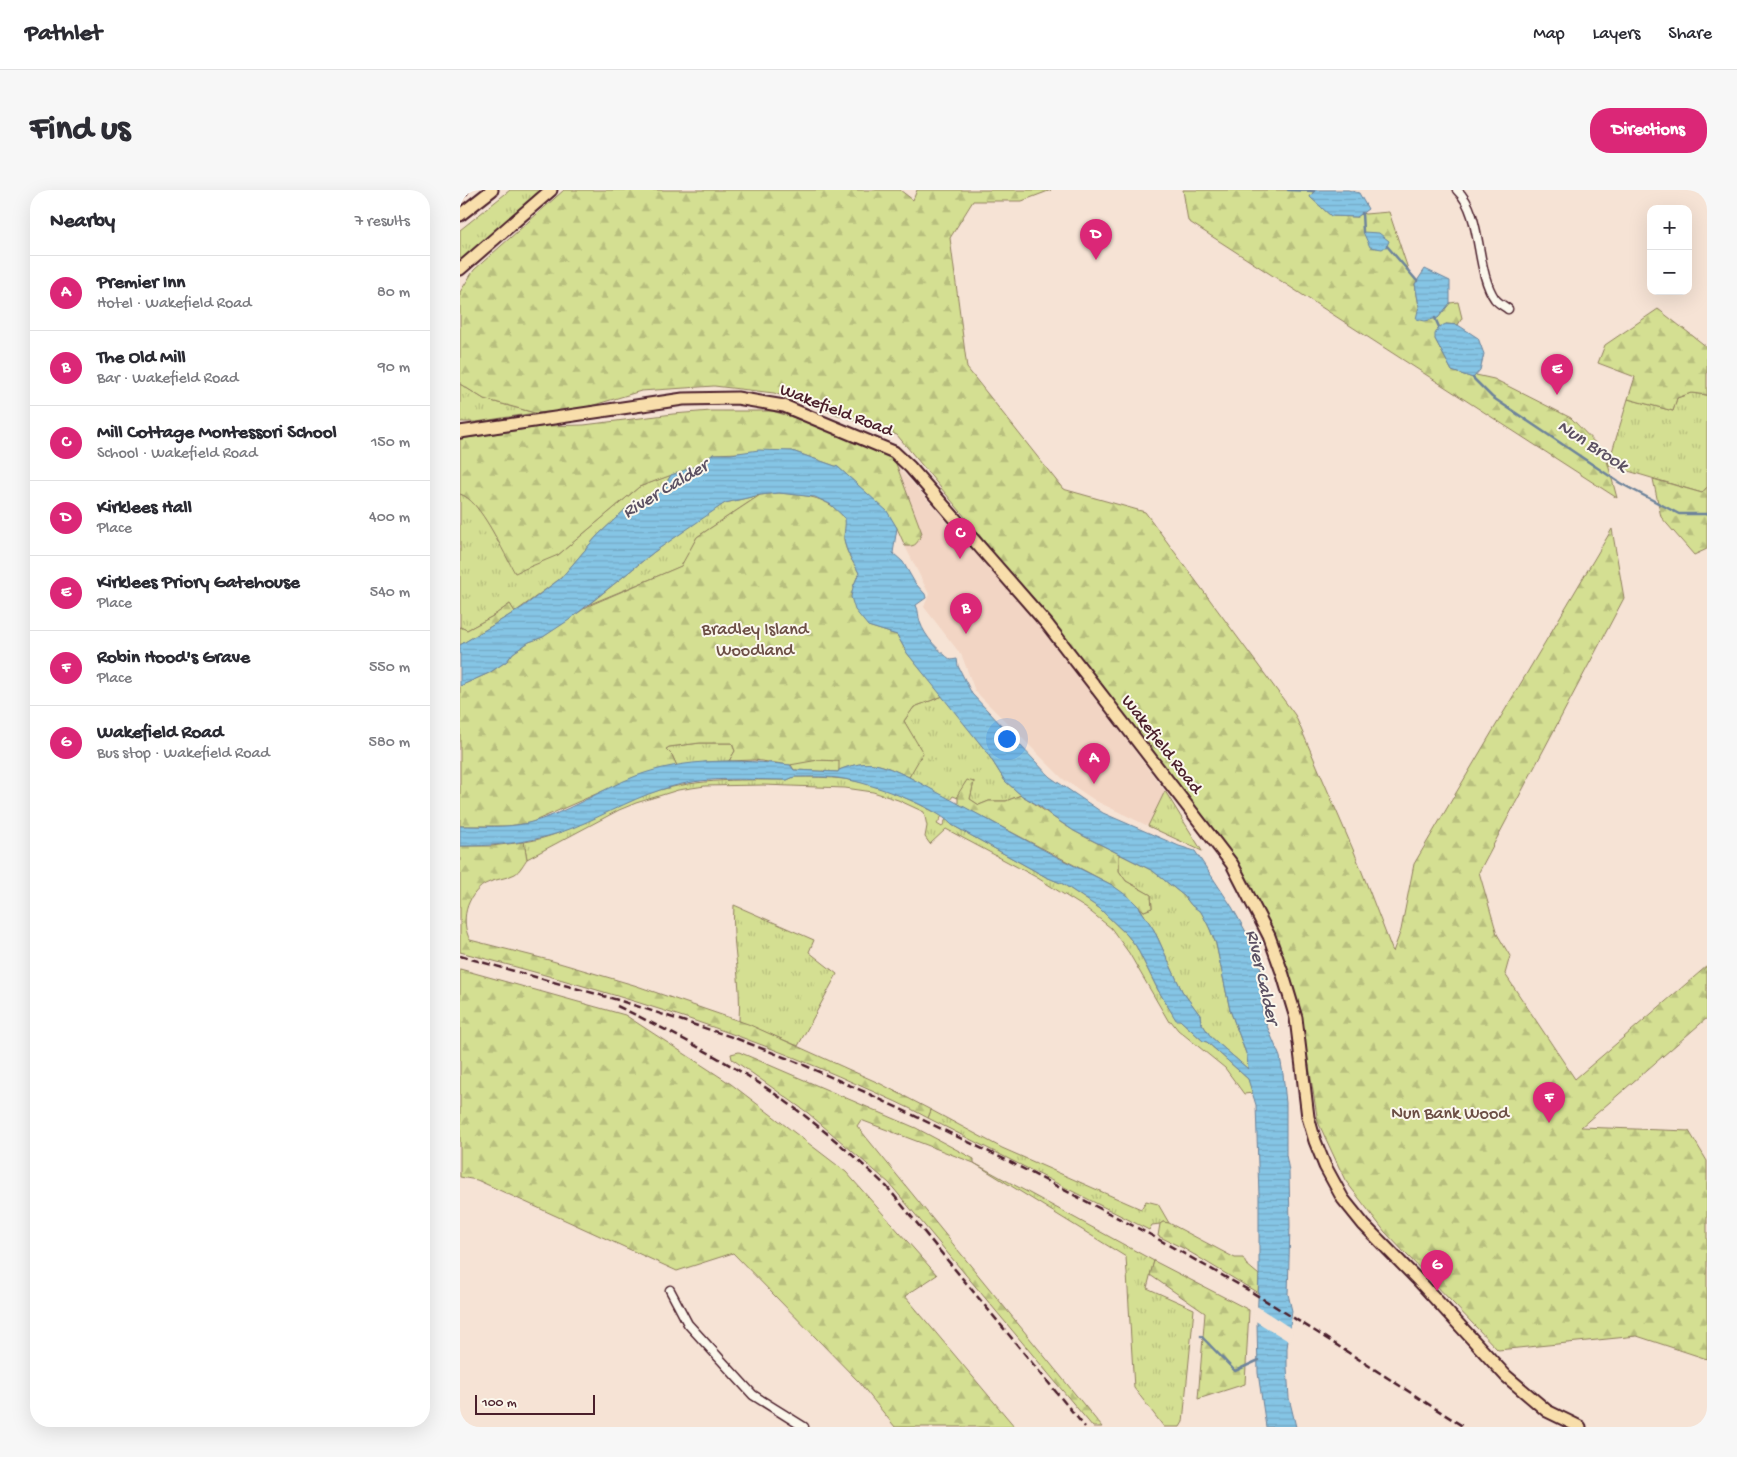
<!DOCTYPE html>
<html lang="en">
<head>
<meta charset="utf-8">
<style>
	body { margin:0; font-family:"Gochi Hand",sans-serif; background:#f7f7f7; color:#2b2b33 }
	.controls { position:absolute; right:15px; top:15px; display:grid; overflow:hidden; border-radius:10px; box-shadow:0 5px 20px #0002 }
	.controls button { width:45px; height:45px; display:grid; place-items:center; padding:0; border:0; border-bottom:1px solid #e1e1e2; background:#fff; color:#2b2b33; font:25px sans-serif }
	.scale { position:absolute; left:15px; bottom:12px; width:120px; box-sizing:border-box; padding-left:5px; border:2px solid #4a1f2b; border-top:0; font-size:14px; line-height:18px; white-space:nowrap; color:#4a1f2b; -webkit-text-stroke:4px #fbf7ec; paint-order:stroke }
	.you { position:absolute; left:546px; top:548px; width:18px; height:18px; margin:-12px; border:4px solid #fff; border-radius:50%; background:#1a73e8; box-shadow:0 0 0 8px #1a73e833 }
	.badge { display:grid; place-items:center; width:32px; height:32px; border-radius:50%; background:#db2777; color:#fff; font-size:16px; font-weight:700 }
	.pin { position:absolute; translate:-50% -41px; filter:drop-shadow(0 1px 2px #0008) }
	.pin::after { content:''; position:absolute; top:26px; width:18px; height:15px; background:inherit; clip-path:polygon(0 0,100% 0,50% 100%) }
	.list { margin:0; padding:0; list-style:none }
	h2 { display:flex; justify-content:space-between; align-items:center; height:65px; margin:0; padding:0 20px; font-size:21px }
	h2 small { font-size:16px; font-weight:400; color:#7c7c81 }
	.list li { display:grid; grid-template-columns:32px 1fr auto; gap:15px; align-items:center; box-sizing:border-box; height:75px; padding:0 20px; border-top:1px solid #e1e1e2 }
	.list b { display:block; font-size:19px; white-space:nowrap }
	.list p { margin:0; font-size:16px; white-space:nowrap; color:#7c7c81 }
	.list em { font-size:16px; font-style:normal; color:#7c7c81 }
	.map { position:relative; flex:none; width:1247px; height:1237px; overflow:hidden; border-radius:20px }
	header { display:flex; align-items:center; gap:30px; box-sizing:border-box; height:70px; padding:0 25px; background:#fff; border-bottom:1px solid #e1e1e2 }
	header strong { font-size:24px }
	nav { display:flex; gap:28px; margin-inline-start:auto; font-size:18px }
	.intro { display:flex; align-items:center; justify-content:space-between; box-sizing:border-box; height:120px; padding:0 30px }
	h1 { margin:0; font-size:35px }
	.button { padding:12px 22px; border-radius:20px; background:#db2777; color:#fff; font-size:18px; font-weight:700 }
	main { display:flex; gap:30px; padding:0 30px }
	aside { flex:1; background:#fff; border-radius:20px; box-shadow:0 5px 20px #0002 }
	.map>svg:first-child { display:block }
	.built { fill:#f2d5c4 }
	.grass { fill:url(#grass-tufts); stroke:#8f7f5e }
	.forest { fill:url(#forest-firs); stroke:#8f7f5e }
	.water { fill:url(#water-rules); stroke:#6d839b }
	.pier { fill:#f6e3d5 }
	.lines { fill:none; stroke-linecap:round; stroke-linejoin:round }
	.stream { stroke:#6d839b; stroke-width:2.5 }
	.minor-casing { stroke:#4a1f2b; stroke-width:11 }
	.highway-casing { stroke:#4a1f2b; stroke-width:15 }
	.minor { stroke:#fbf7ec; stroke-width:8 }
	.highway { stroke:#f8deab; stroke-width:11 }
	.rail { stroke:#4a1f2b; stroke-width:2.5; stroke-dasharray:8 4; stroke-linecap:butt }
	.labels { text-anchor:middle; dominant-baseline:central; stroke-width:4; stroke-linejoin:round; paint-order:stroke }
	.street-label { font-size:18px; fill:#4a1f2b; stroke:#fbf7ec }
	.park-label { font-size:18px; fill:#6c4f45; stroke:#fbf7ec }
	.water-label { font-size:19px; font-style:italic; fill:#5c5163; stroke:#fbf7ec }
</style>
</head>
<body>
<header>
<strong>Pathlet</strong>
<nav><a>Map</a><a>Layers</a><a>Share</a></nav>
</header>
<div class="intro"><h1>Find us</h1><a class="button">Directions</a></div>
<main>
<aside>
<h2>Nearby<small>7 results</small></h2>
<ul class="list">
<li><span class="badge">A</span><div><b>Premier Inn</b><p>Hotel · Wakefield Road</p></div><em>80 m</em></li>
<li><span class="badge">B</span><div><b>The Old Mill</b><p>Bar · Wakefield Road</p></div><em>90 m</em></li>
<li><span class="badge">C</span><div><b>Mill Cottage Montessori School</b><p>School · Wakefield Road</p></div><em>150 m</em></li>
<li><span class="badge">D</span><div><b>Kirklees Hall</b><p>Place</p></div><em>400 m</em></li>
<li><span class="badge">E</span><div><b>Kirklees Priory Gatehouse</b><p>Place</p></div><em>540 m</em></li>
<li><span class="badge">F</span><div><b>Robin Hood's Grave</b><p>Place</p></div><em>550 m</em></li>
<li><span class="badge">G</span><div><b>Wakefield Road</b><p>Bus stop · Wakefield Road</p></div><em>580 m</em></li>
</ul>
</aside>
<div class="map">
<svg width="1247" height="1237" viewBox="0 0 1247 1237">
	<defs>
		<pattern id="grass-tufts" width="24" height="20" patternUnits="userSpaceOnUse" patternTransform="scale(1.25)"><rect width="24" height="20" fill="#d4df92"/><path d="M3 7l-1-3M5 7V3M7 7l1-3M15 17l-1-3M17 17v-4M19 17l1-3" fill="none" stroke="#b8bf7e"/></pattern>
		<pattern id="forest-firs" width="22" height="20" patternUnits="userSpaceOnUse" patternTransform="scale(1.25)"><rect width="22" height="20" fill="#d4df92"/><path d="M5 1l3.5 6h-7zM16 11l3.5 6h-7z" fill="#b8bf7e"/></pattern>
		<pattern id="water-rules" width="6" height="5" patternUnits="userSpaceOnUse" patternTransform="scale(1.25)"><rect width="6" height="5" fill="#85c5e5"/><path d="M0 2.5h6" fill="none" stroke="#74a9c5"/></pattern>
	</defs>
	<rect width="100%" height="100%" fill="#f6e3d5"/>
	<filter id="ink" filterUnits="userSpaceOnUse"><feTurbulence type="fractalNoise" baseFrequency=".02" numOctaves="2"/><feDisplacementMap in="SourceGraphic" scale="10" xChannelSelector="R" yChannelSelector="G"/><feConvolveMatrix kernelMatrix="1 2 1 2 8 2 1 2 1" color-interpolation-filters="sRGB"/></filter>
	<g filter="url(#ink)">
		<path class="built" d="M437,276l137,152 131,173 -17,35 -52,-25 -33,-22 -88,-88 -13,-35 -38,-49 5,-13 -24,-48h7l10,-13z"/>
		<path class="grass" d="M50,0h33l-83,72v-32z
			M0,194l24,15 51,14 -59,9h-16z
			M1231,203l16,2v92l-5,6 -94,-28 20,-66 45,12 4,-13z
			M211,285l-9,15 -10,5 -15,5 -7,5 -33,31 -36,42 -46,34 -5,-8 -17,12 -26,14 -7,-3v-133c15,4 32,34 38,48l60,13 81,-68z
			M300,305l-63,42 -15,29 -94,39 66,-53 56,-40 15,-9z
			M483,506l43,55 19,30 16,14 -15,6h-17l-10,4 -9,-6 4,-18 -16,13v4l-5,-2 -3,4 -41,-23 13,-24 -18,-32 10,-14z
			M240,553h32l3,8 -6,10 -23,1 -29,4 -5,-11 -6,-6 3,-2z
			M358,570l22,1 -1,11 -45,-2 -4,-7z
			M334,587c17,0 34,0 50,2 35,5 68,21 98,37l-5,8 5,3 4,-8 6,6 94,52 17,7 36,24 28,27 9,11 22,44 18,29 4,1 23,21 4,1 41,37 5,14 -9,1 -19,-26 -47,-38 -7,-9 -2,1 -40,-69 -18,-25 -24,-19 -51,-32 -90,-48 -16,15 -5,-7 2,-11 -3,-14 -26,-12 -25,-8 -28,-4 -82,-3 -58,1 -27,4 -42,13 -17,7 -92,49 -3,-17c43,-6 77,-32 117,-46 50,-18 94,-16 146,-16z
			M705,601l37,60 -54,-25z
			M659,664l34,17 31,25 8,10 9,5 8,16 7,17 14,66 17,46 1,13 -37,-32 -10,-15 -1,-7 -18,-24 -28,-61 -15,-23 5,4 8,-3 -1,-13 -25,-14 -7,-10z
			M274,715l80,35 -5,12 28,22 -39,72 -59,-25c3,-39 -8,-78 -5,-116z
			M471,920l71,38 139,61 5,-8 12,3 11,19 -6,-1 -3,2 -8,1 -3,5 -221,-112z
			M514,973l180,98 -7,27 47,21 -11,113 -3,5h-16l-30,-39 -8,-131z"/>
		<path class="forest" d="M104,0h336l13,10 4,-10h134l-29,11h-49l-23,37 17,130 96,121 82,23 150,203 60,139 38,98 8,-22 13,-66 198,-335 12,69 -145,274 18,62 13,22 -5,18 70,105 132,-113v52l-126,109 108,4 18,30v198l-70,-23 -139,14 -113,-118 -40,-52 -27,-58 -18,-112 -37,-97 -35,-60 -258,-330 -73,-88 -123,-42 -60,-7 -73,5 -64,19 -42,3 -51,-14 -24,-15v-92l14,-22z
			M723,0h128l3,1 -4,6 21,19 26,1 5,-4 3,1 24,-2 20,60 8,9 -2,3 4,22 19,12 12,-15 8,-1 4,16 -4,7 -12,-1 -11,15 17,32 21,7 3,-3 18,4 77,39 34,35 12,45 -429,-277z
			M1198,119l49,38v48l-16,-2 -14,5 -4,13 -45,-12 7,-22 -37,-14 7,-18z
			M251,221h61l34,10 79,33 10,7 27,72c-5,10 -5,14 -17,13l-8,-18 -11,-17 -48,-44 -46,-16 -79,3 -11,10 -63,23 -81,68 -43,18c-11,-19 -35,-74 -55,-79v-55l87,-13 37,-1 89,-11z
			M1193,289l49,14 5,-6v62l-13,6 -33,-38z
			M319,303c21,2 41,2 58,17 2,2 6,6 8,9 2,5 -1,13 -1,19 1,14 9,23 15,35l-6,14 15,39 29,9 10,18 36,43 -29,11 -10,14 19,32 -14,24c-28,-13 -40,-19 -70,-7v-9l-21,-1 -28,5 -36,-5 -25,1 6,-10 -3,-8h-32l-31,4 -3,2 6,6 5,11 -40,10 -107,47 -23,3h-47v-140l29,-13 18,-12 6,-8 16,-11 14,-5 45,-31 93,-40 16,-29 63,-42z
			M50,414l5,8 -55,33v-18l7,3 26,-14z
			M507,590l7,2 -4,17 9,6 10,-4h17l15,-6c19,11 34,25 53,36 14,8 30,15 45,23v17l7,10 25,14 1,13 -8,3 -32,-26 -154,-81v-10z
			M64,652l3,17c-3,4 -7,12 -12,15 -9,5 -21,5 -30,10 -19,12 -25,37 -15,56l79,20 85,25 114,39 133,60 50,26 -3,8c-21,-12 -43,-21 -65,-31 -129,-59 -266,-99 -403,-135v-106h31z
			M0,779l165,46 106,69 115,88 91,103 -32,21 110,131h-120l-36,-45 -126,-129 -56,18 -200,-91 -17,-3z
			M279,862l177,76 58,31v4l-113,-43 -4,6 245,301h-9l-204,-244 -81,-70 -76,-54 -1,-5z
			M703,1032l6,1 66,35h8l3,6 13,11 -1,18 -75,-45 -25,-12 2,-12z
			M694,1071l95,49 -4,74 -47,15 7,-86 -55,-38z"/>
		<path class="water" d="M855,0h33l11,3 9,16 -11,8 -26,-1 -21,-19z
			M903,42l16,1 10,8 -2,5 -5,3 -12,-2z
			M965,79l25,12v22l-12,15 -13,3 -9,-2 3,-13 -4,-22z
			M986,134l12,1 20,13 6,16 -4,16 -7,8 -21,-7 -17,-32v-5l4,-7z
			M299,260l33,1 46,16 49,44 10,17 -4,25 10,9 12,21 10,11 1,4 -10,7c3,6 2,11 4,17 5,15 19,29 31,38l6,-1 1,7 14,28 78,83 53,36 76,33 16,5 37,56 18,32 14,38 -2,37 18,43 3,17 3,29v52l3,16 1,55 -2,68 4,17 -5,37v19l2,31 7,29h-30l-8,-54 -1,-50 2,-48v-79l-3,-91 -8,-26 -41,-37 -4,-1 -23,-21h-4l-18,-30 -22,-44 -9,-11 -28,-27 -36,-24 -17,-7 -94,-52c-17,-19 -82,-42 -108,-46 -16,-3 -34,-2 -50,-2l-7,3c-37,0 -77,-4 -113,6 -36,9 -65,27 -99,41 -37,15 -75,19 -115,19v-20c23,0 46,2 68,-3 36,-8 73,-34 108,-47 48,-18 104,-17 154,-11l4,5 44,2 1,-2c30,-12 42,-6 70,7l146,79 57,29 18,13 9,9 15,23 28,61 18,24 1,7 10,15 37,32 -1,-13 -17,-46 -14,-66 -7,-17 -8,-15 -9,-6 -8,-10 -31,-25 -79,-40 -21,-14 -12,-10 -20,-12 -16,-14 -19,-30 -79,-98 -10,-18 -29,-9 -13,-16 -4,-13 2,-10 6,-14c-6,-12 -13,-20 -15,-34 0,-7 2,-14 1,-21l-15,-14 -15,-7 -36,-4 -19,2 -35,8 -71,49 -85,68 -26,17 -14,5 -16,11 -6,8 -18,12 -29,13v-41l63,-38 38,-29 36,-42 33,-31 7,-5 15,-5 10,-5 9,-15 31,-11 11,-10h18z"/>
		<path class="pier" d="M795,1115l37,24 -2,13 -36,-22z"/>
		<g class="lines">
			<path class="stream" d="M828,0l26,1
				M902,23l1,19
				M927,56l30,35
				M975,128l4,9
				M1013,188l19,19 128,86 59,31h28
				M741,1146l34,35 24,-11"/>
			<g class="minor-casing">
				<path id="minor" d="M997,0c26,24 18,81 38,109 3,4 9,7 13,10
					M210,1100l18,34 65,71 51,32"/>
			</g>
			<g class="highway-casing">
				<path id="highway" d="M0,1l2,-1
					M0,25l32,-25
					M0,79l91,-79
					M0,242l223,-33 54,-1 47,8 110,46 16,15 137,157 185,240 37,72 14,39 13,43 12,99 7,24 10,25 18,33 21,26 55,56 87,95 41,35 33,16"/>
			</g>
			<use href="#minor" class="minor"/>
			<use href="#highway" class="highway"/>
			<path class="rail" d="M0,766l158,44 117,38 64,25 66,29 149,72 135,70 101,57 68,42 146,94
				M157,816c46,22 91,45 134,72 49,31 94,69 136,109l198,240"/>
		</g>
	</g>
	<g class="labels">
		<g class="street-label">
			<text transform="translate(376 221) rotate(21)">Wakefield Road</text>
			<text transform="translate(701 555) rotate(52)">Wakefield Road</text>
		</g>
		<g class="park-label">
			<text x="295" y="440">Bradley Island<tspan x="295" dy="21">Woodland</tspan></text>
			<text x="990" y="924">Nun Bank Wood</text>
		</g>
		<g class="water-label">
			<text transform="translate(1132 257) rotate(33)">Nun Brook</text>
			<text transform="translate(206 300) rotate(-31)">River Calder</text>
			<text transform="translate(801 787) rotate(77)">River Calder</text>
		</g>
	</g>
</svg>
<div class="controls">
<button>+</button>
<button>−</button>
</div>
<div class="scale">100 m</div>
<div class="you"></div>
<div class="pin badge" style="left:634px;top:594px">A</div>
<div class="pin badge" style="left:506px;top:444px">B</div>
<div class="pin badge" style="left:500px;top:369px">C</div>
<div class="pin badge" style="left:636px;top:70px">D</div>
<div class="pin badge" style="left:1097px;top:205px">E</div>
<div class="pin badge" style="left:1089px;top:933px">F</div>
<div class="pin badge" style="left:977px;top:1101px">G</div>
</div>
</main>
</body>
</html>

▸ **Prompt**:
Which lines in the records above hold the string "between"? Copy each of them.

▸ **Finished task**:
	h2 { display:flex; justify-content:space-between; align-items:center; height:65px; margin:0; padding:0 20px; font-size:21px }
	.intro { display:flex; align-items:center; justify-content:space-between; box-sizing:border-box; height:120px; padding:0 30px }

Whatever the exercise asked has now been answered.